Interpretation and Inference:
In this context, the study is conclusive in saying that there are no pathologic changes in the pericardial thickness of the fishermen of Vieques. Additional analysis (multivariate, age-correction) needs to be done to further characterize the population of fishermen from Vieques before one can say that this is a "normal" population (and therefore, not different from the normal control group of fishermen from Ponce, or not different from normal individuals elsewhere)..Appendix E.11
Summary Statements Submitted by Participant #3
Study Design and Data Ascertainment:
Sampling and study power were adequate to address Null hypothesis
The nonresponse rate in Vieques reached 20% and we could not assess if the responders and nonresponders are different since nonresponder demographics were not studied
Vieques fishermen were 10 years younger and age-adjustment was done
Potential confounders were identified and found not to be significantly different among both populations
Echocardiographic Measurements:
No gold standard used (echocardiogram is not the best instrument to use according to Core Lab)
No case definition available (pericardial disease is non-specific)
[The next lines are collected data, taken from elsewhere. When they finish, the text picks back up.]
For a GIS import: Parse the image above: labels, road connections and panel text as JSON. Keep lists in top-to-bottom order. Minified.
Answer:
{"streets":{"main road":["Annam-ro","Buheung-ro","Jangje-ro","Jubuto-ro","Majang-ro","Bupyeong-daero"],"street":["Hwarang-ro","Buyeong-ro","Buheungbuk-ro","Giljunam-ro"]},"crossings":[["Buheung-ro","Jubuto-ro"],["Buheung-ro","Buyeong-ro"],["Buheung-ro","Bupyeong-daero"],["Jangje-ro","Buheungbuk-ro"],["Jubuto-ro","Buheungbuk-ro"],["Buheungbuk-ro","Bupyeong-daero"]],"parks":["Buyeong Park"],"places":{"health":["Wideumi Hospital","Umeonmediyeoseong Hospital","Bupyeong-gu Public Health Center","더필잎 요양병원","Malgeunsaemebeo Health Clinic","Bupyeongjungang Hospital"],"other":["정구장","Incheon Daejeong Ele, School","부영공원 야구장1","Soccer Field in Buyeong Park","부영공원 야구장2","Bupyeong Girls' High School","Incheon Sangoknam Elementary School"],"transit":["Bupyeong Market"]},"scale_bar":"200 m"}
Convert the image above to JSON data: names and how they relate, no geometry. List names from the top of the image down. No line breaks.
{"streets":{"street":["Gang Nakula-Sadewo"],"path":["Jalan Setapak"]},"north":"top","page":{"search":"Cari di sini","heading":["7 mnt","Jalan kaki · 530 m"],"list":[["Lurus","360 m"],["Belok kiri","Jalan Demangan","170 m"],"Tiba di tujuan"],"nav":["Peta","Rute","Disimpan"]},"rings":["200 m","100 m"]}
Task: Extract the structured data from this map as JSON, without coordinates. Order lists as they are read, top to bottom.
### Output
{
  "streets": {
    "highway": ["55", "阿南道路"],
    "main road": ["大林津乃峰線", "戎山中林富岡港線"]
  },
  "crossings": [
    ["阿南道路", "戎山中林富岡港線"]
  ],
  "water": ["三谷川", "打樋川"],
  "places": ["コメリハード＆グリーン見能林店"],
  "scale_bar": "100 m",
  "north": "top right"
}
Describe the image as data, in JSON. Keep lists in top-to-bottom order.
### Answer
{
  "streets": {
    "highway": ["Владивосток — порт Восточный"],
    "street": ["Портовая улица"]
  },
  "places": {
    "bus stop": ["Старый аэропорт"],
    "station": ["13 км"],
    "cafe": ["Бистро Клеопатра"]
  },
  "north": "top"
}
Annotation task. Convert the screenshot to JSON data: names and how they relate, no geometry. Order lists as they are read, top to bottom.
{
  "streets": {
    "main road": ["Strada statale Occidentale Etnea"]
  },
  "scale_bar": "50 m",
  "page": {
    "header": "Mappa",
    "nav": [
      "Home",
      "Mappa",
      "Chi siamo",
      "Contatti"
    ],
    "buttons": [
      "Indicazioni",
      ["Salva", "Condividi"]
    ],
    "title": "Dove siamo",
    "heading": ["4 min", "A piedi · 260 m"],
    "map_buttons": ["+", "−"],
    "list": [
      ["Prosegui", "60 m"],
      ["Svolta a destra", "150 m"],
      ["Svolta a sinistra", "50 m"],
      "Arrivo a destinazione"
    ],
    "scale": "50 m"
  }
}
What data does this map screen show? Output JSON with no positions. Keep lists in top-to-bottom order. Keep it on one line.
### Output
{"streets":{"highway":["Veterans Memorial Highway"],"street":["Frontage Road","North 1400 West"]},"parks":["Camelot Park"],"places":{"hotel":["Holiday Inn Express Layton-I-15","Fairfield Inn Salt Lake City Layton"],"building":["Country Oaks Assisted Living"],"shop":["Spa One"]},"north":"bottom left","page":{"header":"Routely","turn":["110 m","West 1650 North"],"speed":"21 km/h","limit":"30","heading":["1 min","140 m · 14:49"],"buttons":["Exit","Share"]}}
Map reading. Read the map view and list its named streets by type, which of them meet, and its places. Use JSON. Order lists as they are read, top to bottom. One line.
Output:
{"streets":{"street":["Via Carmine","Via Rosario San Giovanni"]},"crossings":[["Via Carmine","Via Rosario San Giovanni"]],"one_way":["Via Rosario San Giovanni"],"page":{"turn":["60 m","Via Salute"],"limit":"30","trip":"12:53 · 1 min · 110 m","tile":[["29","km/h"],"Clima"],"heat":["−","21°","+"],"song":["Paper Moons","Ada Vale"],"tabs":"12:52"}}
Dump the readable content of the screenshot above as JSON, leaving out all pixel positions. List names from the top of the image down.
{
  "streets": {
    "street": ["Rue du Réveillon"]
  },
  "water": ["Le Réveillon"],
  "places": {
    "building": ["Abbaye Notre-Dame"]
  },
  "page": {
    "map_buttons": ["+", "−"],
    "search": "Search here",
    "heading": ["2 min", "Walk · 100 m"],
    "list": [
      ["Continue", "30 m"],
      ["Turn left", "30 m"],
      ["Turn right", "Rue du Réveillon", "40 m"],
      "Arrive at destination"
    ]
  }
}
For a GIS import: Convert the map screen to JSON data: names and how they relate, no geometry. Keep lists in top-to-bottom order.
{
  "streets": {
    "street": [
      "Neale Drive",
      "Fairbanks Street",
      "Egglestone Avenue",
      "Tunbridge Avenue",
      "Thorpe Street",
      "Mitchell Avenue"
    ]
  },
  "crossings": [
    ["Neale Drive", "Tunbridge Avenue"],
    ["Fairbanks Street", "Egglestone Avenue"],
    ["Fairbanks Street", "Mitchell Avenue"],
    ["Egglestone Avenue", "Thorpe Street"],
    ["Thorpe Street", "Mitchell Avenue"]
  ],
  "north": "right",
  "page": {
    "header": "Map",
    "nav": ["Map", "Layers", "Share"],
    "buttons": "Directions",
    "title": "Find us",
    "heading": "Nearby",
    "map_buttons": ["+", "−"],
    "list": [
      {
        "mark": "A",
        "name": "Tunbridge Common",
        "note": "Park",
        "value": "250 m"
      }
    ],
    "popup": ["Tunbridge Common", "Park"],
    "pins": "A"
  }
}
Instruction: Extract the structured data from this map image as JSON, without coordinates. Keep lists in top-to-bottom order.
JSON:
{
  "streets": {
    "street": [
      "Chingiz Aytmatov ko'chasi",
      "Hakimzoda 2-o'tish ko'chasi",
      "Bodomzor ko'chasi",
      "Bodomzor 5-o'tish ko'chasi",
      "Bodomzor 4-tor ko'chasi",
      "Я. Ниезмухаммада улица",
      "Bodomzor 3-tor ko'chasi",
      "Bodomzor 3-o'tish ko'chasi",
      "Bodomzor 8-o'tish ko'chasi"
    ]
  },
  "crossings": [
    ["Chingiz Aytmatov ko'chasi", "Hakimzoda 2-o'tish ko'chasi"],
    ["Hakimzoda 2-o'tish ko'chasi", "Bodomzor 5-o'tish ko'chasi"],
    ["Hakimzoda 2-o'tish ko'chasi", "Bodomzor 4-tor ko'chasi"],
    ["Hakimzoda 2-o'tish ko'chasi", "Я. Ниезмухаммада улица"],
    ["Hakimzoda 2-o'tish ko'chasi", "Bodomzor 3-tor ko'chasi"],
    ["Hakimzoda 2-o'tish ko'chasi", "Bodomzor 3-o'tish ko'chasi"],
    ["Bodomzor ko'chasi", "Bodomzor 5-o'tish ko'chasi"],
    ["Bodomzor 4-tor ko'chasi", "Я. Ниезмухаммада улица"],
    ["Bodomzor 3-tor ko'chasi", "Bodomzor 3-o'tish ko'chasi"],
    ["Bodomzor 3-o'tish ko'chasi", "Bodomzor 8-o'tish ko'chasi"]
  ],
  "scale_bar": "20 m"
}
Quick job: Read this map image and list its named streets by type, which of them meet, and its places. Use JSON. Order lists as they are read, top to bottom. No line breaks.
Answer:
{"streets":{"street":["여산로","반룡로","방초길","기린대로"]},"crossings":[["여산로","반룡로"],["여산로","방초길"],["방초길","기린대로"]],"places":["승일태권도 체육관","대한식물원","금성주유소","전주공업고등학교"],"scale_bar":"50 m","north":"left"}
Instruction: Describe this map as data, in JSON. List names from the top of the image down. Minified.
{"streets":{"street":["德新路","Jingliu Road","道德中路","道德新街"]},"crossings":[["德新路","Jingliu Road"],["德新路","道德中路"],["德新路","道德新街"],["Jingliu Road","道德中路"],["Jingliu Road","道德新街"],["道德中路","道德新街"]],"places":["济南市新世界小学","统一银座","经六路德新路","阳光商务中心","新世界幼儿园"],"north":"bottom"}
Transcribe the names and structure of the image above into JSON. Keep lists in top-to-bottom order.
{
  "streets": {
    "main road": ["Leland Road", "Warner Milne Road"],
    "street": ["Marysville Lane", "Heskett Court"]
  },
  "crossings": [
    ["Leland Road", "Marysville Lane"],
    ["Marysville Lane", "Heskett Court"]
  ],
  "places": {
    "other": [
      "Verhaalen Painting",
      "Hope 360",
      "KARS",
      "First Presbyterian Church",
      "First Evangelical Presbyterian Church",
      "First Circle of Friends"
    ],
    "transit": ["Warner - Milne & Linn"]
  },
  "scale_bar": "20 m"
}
Measurements were not significantly different given fact that no thickness abnormalities were found by both groups
Interobserver variability by Mayo group taken into account
Statistical Analysis:
Statistical significance found by Ponce School of Medicine not confirmed by Mayo Core Lab
Analysis of hemodynamic function did not identify statistically significant differences between study groups
Interpretation and Inference:
Study groups are comparable
With no case definition and no gold standard it is very difficult to interpret echocardiography findings when pericardial thickening is < 2mm
As statistical significance attained by Ponce School of Medicine was not confirmed by Core Lab, there is no consistency of thickness findings
Hemodynamic data points to no pathology consistent with no pericardial disease
Conclusions and Recommendations:
In a setting where we do not have a gold standard and a nonspecific case definition, it is very difficult to interpret results with the echocardiography instrument. The fact that the Core lab could not confirm the sponsor data points to inconsistency and weakens the initial statistically significant finding. The fact that the hemodynamic data parameters are consistent with no pathology leads me to believe that there is no difference between the two study groups with respect to pericardial thickening and pathology.